Rabat, Morocco

rabat

I recently spent four months studying in Rabat, Morocco on an exchange.  One of the lesser known cities in Morocco, Rabat is usually bypassed for places like Fes or Marrakech.  While both those cities are exciting in their own way, Rabat provides a quieter insight into everyday life in Morocco.

When to go:

Morocco sits on the edge of the Sahara desert, the largest desert in the world, and has extreme summer heat.  Although visiting in the summer months is doable, it’s much preferable to travel here in early fall or spring.  Avoid November travel or you might get caught in their short rainy season.

Getting around:

Grand Taxi: There are two types of taxis in Morocco. Grand Taxis are the larger white cars you will see, and drive between specific checkpoints around cities.  They are also the only taxis authorized to leave a city’s limits.  These taxis hold up to six people, and often will not leave until they are full (an exception being airport taxis).

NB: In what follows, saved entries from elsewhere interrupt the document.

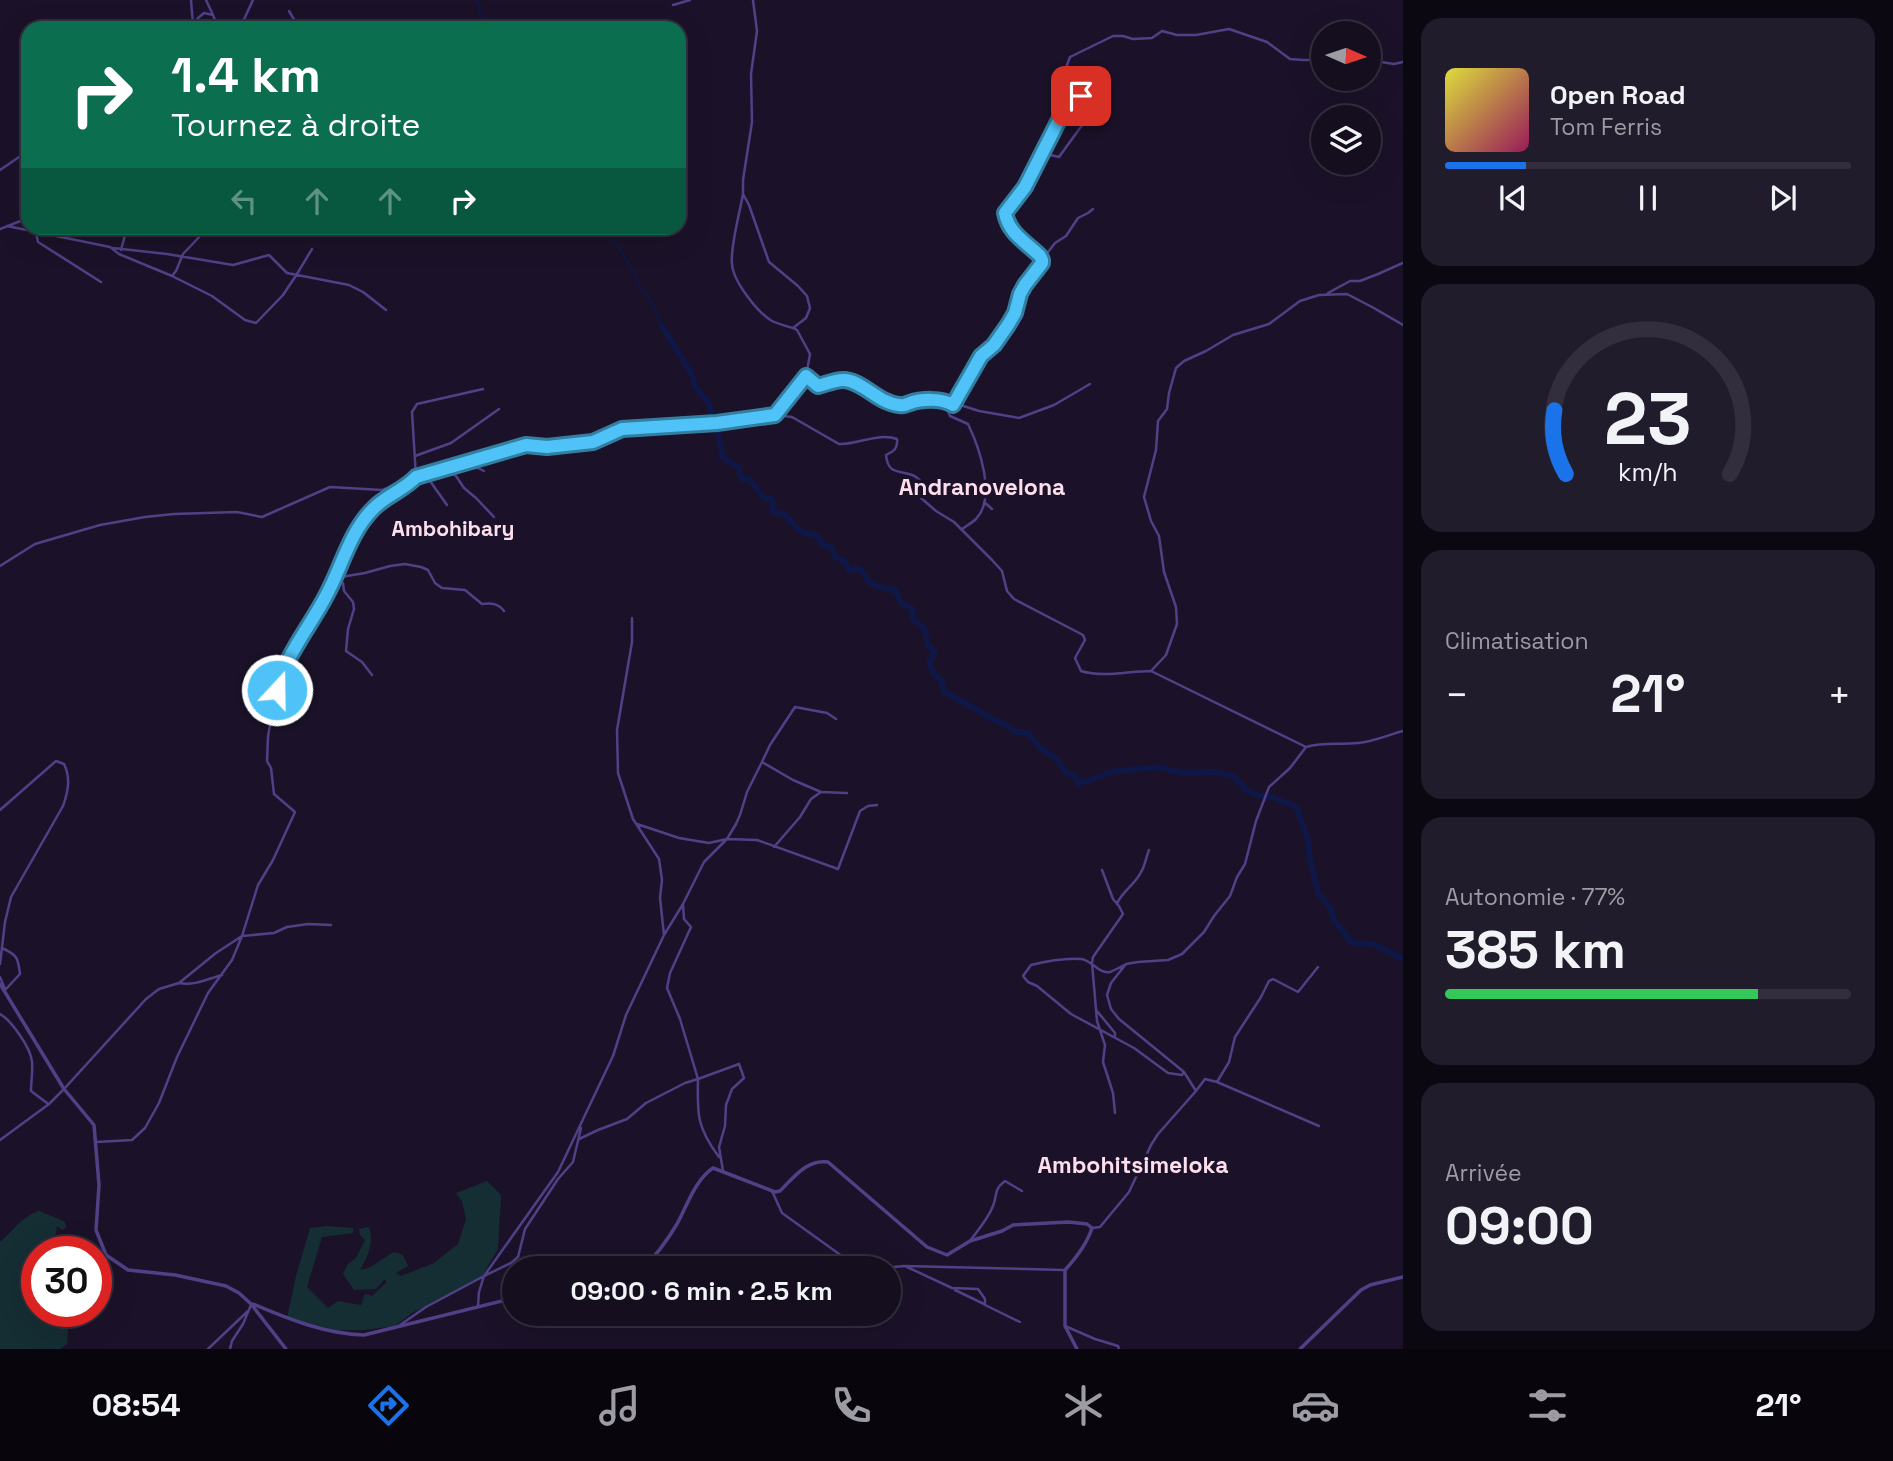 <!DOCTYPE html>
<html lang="fr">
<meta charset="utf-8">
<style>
:root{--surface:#140e1f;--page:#211c2c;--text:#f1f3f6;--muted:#9d9ca4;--line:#332e3d;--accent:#1a73e8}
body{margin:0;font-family:"Space Grotesk",sans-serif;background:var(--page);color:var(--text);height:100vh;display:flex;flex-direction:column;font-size:26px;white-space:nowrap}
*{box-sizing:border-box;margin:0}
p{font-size:23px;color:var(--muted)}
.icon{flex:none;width:38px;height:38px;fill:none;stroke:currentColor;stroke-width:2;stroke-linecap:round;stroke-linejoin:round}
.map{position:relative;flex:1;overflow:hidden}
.panel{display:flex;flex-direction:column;gap:18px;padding:18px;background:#0b0811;width:490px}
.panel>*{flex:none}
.top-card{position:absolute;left:21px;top:21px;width:665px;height:214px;border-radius:21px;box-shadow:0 7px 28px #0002,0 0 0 2px var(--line);background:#0b6e4f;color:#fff;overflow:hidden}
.needle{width:46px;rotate:93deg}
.controls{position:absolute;left:1311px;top:21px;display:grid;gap:14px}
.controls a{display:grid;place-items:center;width:70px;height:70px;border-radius:50%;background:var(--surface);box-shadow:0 7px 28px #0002,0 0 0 2px var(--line);font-size:35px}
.speed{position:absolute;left:21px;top:1236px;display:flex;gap:14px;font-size:35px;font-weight:700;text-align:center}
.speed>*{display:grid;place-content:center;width:91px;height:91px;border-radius:50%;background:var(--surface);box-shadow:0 7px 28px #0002,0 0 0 2px var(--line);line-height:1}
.speed .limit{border:10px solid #d22;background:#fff;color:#111}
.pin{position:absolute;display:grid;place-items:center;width:60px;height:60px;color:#fff;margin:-30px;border-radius:14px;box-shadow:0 4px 10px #0006}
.me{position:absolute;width:77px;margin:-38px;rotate:21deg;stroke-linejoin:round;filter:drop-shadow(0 0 5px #0008)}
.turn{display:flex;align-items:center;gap:24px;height:147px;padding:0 35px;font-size:32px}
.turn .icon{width:91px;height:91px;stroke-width:2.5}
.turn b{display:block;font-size:49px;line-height:60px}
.lanes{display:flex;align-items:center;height:66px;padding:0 35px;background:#0003;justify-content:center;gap:35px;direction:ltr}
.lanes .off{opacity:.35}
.big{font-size:52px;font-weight:800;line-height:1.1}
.panel .widget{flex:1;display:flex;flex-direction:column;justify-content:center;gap:10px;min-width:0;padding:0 24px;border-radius:21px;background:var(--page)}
.panel .dial{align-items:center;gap:0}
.dial svg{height:182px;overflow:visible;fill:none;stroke:var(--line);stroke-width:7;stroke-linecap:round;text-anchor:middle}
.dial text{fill:var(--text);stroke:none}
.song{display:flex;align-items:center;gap:21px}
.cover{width:84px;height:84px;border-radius:10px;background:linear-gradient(135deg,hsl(60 70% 55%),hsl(330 70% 35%))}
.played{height:7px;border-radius:4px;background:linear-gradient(90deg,var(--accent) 20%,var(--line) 20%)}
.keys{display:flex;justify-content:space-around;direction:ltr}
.heat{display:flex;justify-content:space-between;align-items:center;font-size:38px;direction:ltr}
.charge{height:10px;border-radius:5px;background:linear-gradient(90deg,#34c759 77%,var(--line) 0)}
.trip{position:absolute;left:502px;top:1256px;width:399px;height:70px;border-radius:35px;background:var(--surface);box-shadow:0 7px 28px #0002,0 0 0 2px var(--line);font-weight:800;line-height:70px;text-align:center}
.tabs{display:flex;height:112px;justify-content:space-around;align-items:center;background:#08060c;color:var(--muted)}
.tabs .icon{width:49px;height:49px}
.tabs .active{color:var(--accent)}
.tabs b{font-size:32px;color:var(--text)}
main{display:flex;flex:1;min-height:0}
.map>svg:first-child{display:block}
</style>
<main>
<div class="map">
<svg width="1403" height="1349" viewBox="0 0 1403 1349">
<rect width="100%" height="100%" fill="#1b1229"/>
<path fill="#152e33" d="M487,1181L501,1195L498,1249L482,1277L412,1313L395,1326L364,1330H336L287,1318L296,1276L310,1228L327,1226L353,1228V1233L322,1237L307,1287L328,1308L338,1301L361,1305L365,1294L372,1296L386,1283L385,1279L376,1289L354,1290L343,1274L348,1264L356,1258L365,1240L360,1235L359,1229L369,1227C374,1244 368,1256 360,1270C374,1268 382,1258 394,1252L403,1255L408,1266L396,1273L401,1276L434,1263L458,1244L466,1219L462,1201L456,1193Z
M39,1211L64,1221L66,1225V1228L62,1230L57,1226L56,1233L50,1246L51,1248H59V1251H37V1256H30C22,1273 33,1271 37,1281C39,1289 37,1303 37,1311H58L68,1329L67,1344L60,1349H0V1242C13,1231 22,1216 39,1211Z"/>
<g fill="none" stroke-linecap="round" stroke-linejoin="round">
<path stroke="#0e1746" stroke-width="2" d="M475,0L480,6L479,13L487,19L488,25L492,28
M606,228L633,270C636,284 646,293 653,305C657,311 659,320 662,326"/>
<path stroke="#0e1746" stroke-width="6" d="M662,326L691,373L696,388L709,403L722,449L721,456L739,468L741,479H749L765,499H772L773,501L772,508L773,512L784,514L801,532L813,535L819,538L823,545L831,547L835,557L845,561L849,571L858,568C864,572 865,578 870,583C878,588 887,588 895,590L902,604L913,609L912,618L924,628L928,645L935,652L929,662C932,671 933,675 941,680L944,692L980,711L991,719L1006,725L1015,732H1024L1029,734L1040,748L1057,759L1065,772L1076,777L1078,784L1115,771L1159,767L1183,773L1215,772L1235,777L1246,790L1256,795L1272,797L1296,807L1299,812L1300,819L1309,842V854L1318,893L1331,909L1335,922L1347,936L1351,943L1373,944L1403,959"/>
<path stroke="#504086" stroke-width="2.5" d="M191,0L193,25
M206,0L213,15
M753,0L757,31L751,74L752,122L743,180V194L749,205L769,262L798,286L807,296L810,308L806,318L793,328L797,330L810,354L806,376L776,414
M673,5L690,0
M289,11L299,28
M194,28L198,18L204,13L213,15L218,28
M240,28L253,0
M1368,60L1394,64L1403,62
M1042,153L1059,157L1080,128L1105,102
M0,170L28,151
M743,194C740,212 730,247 732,264C733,281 757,312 772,321C778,324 786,326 793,328
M7,226L110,247L119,254L172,276L212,296L245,320L256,323L283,295L297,274L312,249
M0,229L28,218
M36,233L38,242L101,282
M113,248L167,254L233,265L269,255L287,273L349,285L363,292L386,310
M121,250L127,228
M1042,260L1055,243L1066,236L1078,218L1088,213L1093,209
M172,276L176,271L183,254L202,234V228
M1328,293L1350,281H1360L1378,274L1403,263
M806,377L819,386C826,383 837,379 845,380C864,382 878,403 899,405C906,406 903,405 910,403C922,399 942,398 953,405
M954,403L979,411L1019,418L1054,405L1090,384
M415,456L451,443L499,409
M449,472L456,476L464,488L476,498L494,517
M416,477L412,412L417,404L483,389
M416,477L420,479L470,468H478L484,471
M430,477V481L447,505
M984,502L992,509
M962,529C966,526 972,523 976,519C997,497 979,447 968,424L950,416L948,411L956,401L981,356L994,345L1008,325L1015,313L1020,294L1025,285L1042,263V260L1040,256C1026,242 1009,234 1005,213L1025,187L1060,118L1077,101L1083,91V87L1069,75L1067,65L1070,57L1113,36H1123L1133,39L1152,38L1162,31L1177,35H1196L1229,29L1267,42L1290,59L1303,60H1315L1323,57
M0,566L35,544L100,525L145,517L174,514L237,512L262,517L330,487L382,490L451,466L526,445L547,447L593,442L622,429L717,423L775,415L792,417L839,444C857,445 879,432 897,439C898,449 894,451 886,455C888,475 899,470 912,475C916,476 919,480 922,482L921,498L936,511L954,522L992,560L1002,571L1007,591L1014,599L1083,635L1085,640L1075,658L1081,671C1104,678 1128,671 1151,671L1306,747C1324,742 1340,745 1358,743C1373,742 1388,735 1403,731
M335,578L365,573L390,566L405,564L421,567L428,570L435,583L442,588L465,590L482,604C491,603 498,603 504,611
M337,579L343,583L344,591L353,602L354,609L348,629L346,651L362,662L372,675
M632,618V642L617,730L618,773L633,819L659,859L662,880L660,898L664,935
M1151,671L1166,655L1177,624L1176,607L1164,572L1159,536L1151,521L1144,497L1156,450L1158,421L1167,409L1169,393L1176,368L1184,361L1206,351L1233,335L1269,324L1300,301L1319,295L1347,294L1372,307L1403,325
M821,792L793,780L762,762L770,745L795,707L827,713L836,719
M0,810L56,761L64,764C71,778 68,792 63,806L11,897L5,922L0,964
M637,824L679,838L709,843L727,839L757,840L838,869L860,811L868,806L877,805
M774,847L800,817L811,799L821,792L847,793
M1102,870L1113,899L1119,906L1123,914L1093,957L1092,963L1097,1021L1105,1045L1103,1062L1113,1093L1115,1113
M683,904L684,919L691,927L670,973L667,988L680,1019L698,1079L739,1064L744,1078L732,1089L726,1105L725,1126L719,1147L723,1171
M1117,904C1121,892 1135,885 1141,872C1145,866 1146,857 1149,850
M2,948C17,955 18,957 20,974L6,989
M1125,965C1120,967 1115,970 1110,972C1098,974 1092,960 1081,959C1064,958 1047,961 1031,965L1023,976L1028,982L1037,986L1071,1014L1134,1048L1168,1073L1182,1075L1184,1072
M0,977L5,989
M179,983C195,986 207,979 222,975
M1097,1011L1115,1033V1036
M0,1014C11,1020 31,1048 32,1062C33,1071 31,1082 31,1091L47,1103
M1217,1082L1319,1126
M1196,1091L1205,1079L1217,1082L1229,1062L1235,1037L1261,997L1269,981L1273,979L1298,992L1318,967
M579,1139L598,1130L627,1119L646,1103L685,1083L698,1079C697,1114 697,1128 719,1157
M0,1140L49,1104L64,1089L146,999L159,989L179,983L216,953L242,936L258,885L273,860L295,812L274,794L271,768L267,761L268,737L273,705L281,675L291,653L325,598L359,527L373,508L412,482
M96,1142L132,1140L145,1128L159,1103L177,1057L208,993L232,960L242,936L274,933L287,927L308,924L331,925
M772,1191L782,1213L860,1269
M1092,1228L1100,1227L1129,1192L1151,1145L1158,1134L1196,1091L1184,1072L1119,1019L1111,1009L1107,995L1111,983L1126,964L1138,962L1168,960L1182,954L1204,932L1214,916L1230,896L1237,877L1245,864L1256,821L1269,787L1290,768L1306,747
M970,1241C978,1230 988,1219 993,1206C998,1194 993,1190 1005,1181L1022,1191
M907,1267L952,1288L978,1289L985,1299V1305L1020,1322
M875,1269L904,1266L1064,1270
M955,1290L984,1304
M478,1306L479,1292L484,1276L511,1263L518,1257L525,1229L558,1179L573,1162L581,1128
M400,1325L426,1307L484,1276L558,1172L613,1056L626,1015L664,935L683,904L704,862L727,839L736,824L740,815L747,792L762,762
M1065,1326L1095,1339L1118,1346L1119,1349
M208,1349L248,1311
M230,1349L232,1341L243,1324L251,1305"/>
<path stroke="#504086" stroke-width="3.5" d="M0,984L64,1089L94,1125L99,1185L96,1230L106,1255L128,1270L175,1275L226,1286L239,1293L251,1304L286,1349
M642,1269C655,1257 668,1239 677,1224C687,1206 695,1180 713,1168L775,1192L780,1191C794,1177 807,1159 828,1162L927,1247L947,1255L970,1241L1002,1231L1013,1225L1068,1222L1087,1224L1092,1228C1087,1244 1076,1258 1065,1270V1326L1077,1349
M253,1304C288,1319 326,1334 364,1335L514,1298
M1300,1349L1361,1290L1370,1285L1403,1277"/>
</g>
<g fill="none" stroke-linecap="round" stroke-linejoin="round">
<defs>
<path id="route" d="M277,690C286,654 310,627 327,594C342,566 350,532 373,509C385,496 404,490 416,477L526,445L547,447L593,442L622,429L717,423L775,415L806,376L818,386C826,384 837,379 845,380C864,382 878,403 899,405C906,406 903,405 910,403C921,399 942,398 953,405L981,356L994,345L1008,325L1015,313L1020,294L1025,285L1042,263V260L1040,256C1026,242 1009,234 1005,213L1025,187L1060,118L1081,96"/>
</defs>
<use href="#route" stroke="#337fa1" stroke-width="18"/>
<use href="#route" stroke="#4fc3f7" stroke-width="12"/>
</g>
<g text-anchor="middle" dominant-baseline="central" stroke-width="7" stroke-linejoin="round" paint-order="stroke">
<g font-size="21" font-weight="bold" fill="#fddeec" stroke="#1b1229">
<text x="453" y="528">Ambohibary</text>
</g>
<g font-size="23" font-weight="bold" fill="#fddeec" stroke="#1b1229">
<text x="982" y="487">Andranovelona</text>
<text x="1133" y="1165">Ambohitsimeloka</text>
</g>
</g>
</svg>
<div class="controls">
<a><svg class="needle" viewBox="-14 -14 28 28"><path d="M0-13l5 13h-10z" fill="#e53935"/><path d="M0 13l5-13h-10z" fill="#9d9ca4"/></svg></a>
<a><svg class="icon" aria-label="layers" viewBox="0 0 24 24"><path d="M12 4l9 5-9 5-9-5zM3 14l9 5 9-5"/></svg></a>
</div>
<div class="speed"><div class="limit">30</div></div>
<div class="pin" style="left:1081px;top:96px;background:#d93025"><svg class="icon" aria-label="arrive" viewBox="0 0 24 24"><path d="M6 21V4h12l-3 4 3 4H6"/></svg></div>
<svg class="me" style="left:277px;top:690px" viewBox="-20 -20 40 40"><circle r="17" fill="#4fc3f7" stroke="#fff" stroke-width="3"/><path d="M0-11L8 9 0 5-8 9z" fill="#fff"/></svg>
<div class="trip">09:00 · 6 min · 2.5 km</div>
<div class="top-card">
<div class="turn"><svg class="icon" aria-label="right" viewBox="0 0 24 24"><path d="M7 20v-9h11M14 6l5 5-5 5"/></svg><div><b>1.4 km</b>Tournez à droite</div></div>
<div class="lanes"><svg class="icon off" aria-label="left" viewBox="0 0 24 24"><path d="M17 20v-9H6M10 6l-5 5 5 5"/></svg><svg class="icon off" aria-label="ahead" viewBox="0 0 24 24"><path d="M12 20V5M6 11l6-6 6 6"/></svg><svg class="icon off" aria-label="ahead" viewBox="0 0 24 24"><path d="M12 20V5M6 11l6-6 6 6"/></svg><svg class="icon" aria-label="right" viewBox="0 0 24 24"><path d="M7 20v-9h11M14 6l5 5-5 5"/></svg></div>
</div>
</div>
<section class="panel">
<div class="widget">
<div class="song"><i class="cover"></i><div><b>Open Road</b><p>Tom Ferris</p></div></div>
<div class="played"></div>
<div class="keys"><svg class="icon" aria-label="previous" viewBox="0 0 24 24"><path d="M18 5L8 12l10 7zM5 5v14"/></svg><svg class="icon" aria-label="pause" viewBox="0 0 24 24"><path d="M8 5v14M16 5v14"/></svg><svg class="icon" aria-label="next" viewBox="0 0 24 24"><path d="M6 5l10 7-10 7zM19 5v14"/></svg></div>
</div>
<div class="widget dial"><svg viewBox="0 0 100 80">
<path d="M14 69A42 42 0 1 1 86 69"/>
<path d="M14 69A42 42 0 0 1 9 41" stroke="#1a73e8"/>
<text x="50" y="56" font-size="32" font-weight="700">23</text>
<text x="50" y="72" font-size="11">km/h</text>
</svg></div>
<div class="widget"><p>Climatisation</p>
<div class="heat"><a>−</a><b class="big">21°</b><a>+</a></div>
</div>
<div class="widget"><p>Autonomie · 77%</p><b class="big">385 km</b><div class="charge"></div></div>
<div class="widget"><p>Arrivée</p><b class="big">09:00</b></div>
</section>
</main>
<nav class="tabs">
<b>08:54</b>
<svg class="icon active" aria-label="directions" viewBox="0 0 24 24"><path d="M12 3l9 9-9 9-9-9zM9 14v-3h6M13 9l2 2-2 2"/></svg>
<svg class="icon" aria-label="music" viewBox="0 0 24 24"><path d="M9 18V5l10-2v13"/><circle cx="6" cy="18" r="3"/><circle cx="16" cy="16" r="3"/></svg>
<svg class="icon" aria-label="phone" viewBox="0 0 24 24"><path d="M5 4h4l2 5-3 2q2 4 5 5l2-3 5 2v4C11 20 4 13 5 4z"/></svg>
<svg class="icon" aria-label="climate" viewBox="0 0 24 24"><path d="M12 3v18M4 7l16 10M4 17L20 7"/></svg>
<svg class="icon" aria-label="car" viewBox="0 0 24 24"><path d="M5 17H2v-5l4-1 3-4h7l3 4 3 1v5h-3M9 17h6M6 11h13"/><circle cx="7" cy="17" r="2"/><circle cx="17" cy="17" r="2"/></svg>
<svg class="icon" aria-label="filters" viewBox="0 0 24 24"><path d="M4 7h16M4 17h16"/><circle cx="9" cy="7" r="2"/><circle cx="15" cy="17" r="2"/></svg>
<b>21°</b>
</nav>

Petit Taxi: These taxis are coloured depending on the city, and in Rabat they are blue.  Petit Taxis hold up to 3 passengers, and take you anywhere within city limits. Make sure to agree upon a price before hand, or request to use the meter to ensure you get a fair price.

Tram: The tram is a recent addition to Rabat, and runs with two lines across the city. It costs 6dhm to ride the tram in one direction.  It is generally clean, though it will get crowded at peak hours.

What to do:

Visit the Oudaya. The Kasbah des Oudayas is the oldest part of modern day Rabat, and looks over the city’s main beach.  This walled fortress is painted entirely blue and white on the inside that make for great photos.

Get lost in the old Medina. The Medina is what exists from before European colonization, and is the most exciting part of the city. Wander down Rue Souqa to see how locals do their shopping, or head to Rue des Consuls to pick up artisan goods.

Explore the ancient Chellah ruins. The Chellah is located on the outskirts of the city, and is home to some of the oldest Roman ruins in North Africa.  Enter through the big gate and get lost in the ruins piled upon ruins.  This is a great photo-op.

Learn to surf at the Rabat-Plage The Rabat beach is not as well known as a destination for tourists, but the locals love it and you can too.  Two surf clubs offer lessons and rentals, and if you’d rather stay on land there’s always a soccer game to join.

Take a walk through the Océan market. If you’re really adventurous, leave the tour books behind and head to the Océan neighbourhood, located along the water front west of the Oudaya.  Here you’ll find a daily fruit, vegetable, spice, and poultry market stretching out along several blocks with the cheapest produce in town.

People watch at a Moroccan cafe. Nothing defines Moroccan culture quite like the coffee and tea drinking customs.  Find yourself a nice cafe in a crowed area and order Cafe Nus-Nus (half & half) or Na-Na (Moroccan Mint tea).

Where to eat:

Dar Naji: Despite being a well-documented tourist spot, Dar Naji is a surprisingly good restaurant with delicious Moroccan food. Order the Poulet au Citron tagine for a sweet and savory treat, or come on Fridays at noon for the famous Cous-Cous Tefaya.  Before leaving, order a glass of tea and you’ll be amazed at the presentation.

Yamal Asham: So this one isn’t Moroccan food, but it never fails to disappoint.  Yamal Asham, located just by Bad al-Had Medina entrance, is some of the most delicious Syrian food I’ve ever tasted.  Order Jus de Citron à la Menthe and browse the menu for endless delicious options.  If you’re looking for something sweet, the balkava is impossibly good.

Street Food: Street food can be found all over Rabat, but the best comes from the heart of the Medina.  Buy a 5dhm sandwich (roughly 60 cents) made with Moroccan khubz bread, pick up a handful of samosas, or devour a freshly fried doughnut, and you’ll be glad you did.

Patisserie: There are hundreds of little patisserie sprinkled around Rabat filled to the brim with cookies and other treats.  Stop by and pick up a collection of goodies.  For a Moroccan specialty, try Chebakia, a pastry cooked in honey and covered in sesame seeds.

Home Cooked Meal: If you’re lucky, you’ll get invited to a home cooked meal at a Moroccan’s house, and this is by far the best food you will eat on your trip.  From Tagine to Couscous, they’ll take excellent care of you.  Don’t be surprised if they eat with their hands, or if they expect you to. They will be eager to feed you, so if you’re unable to force any more food in, you can say, “Safi, shbat” which roughly translates to “that’s enough, I’m full.”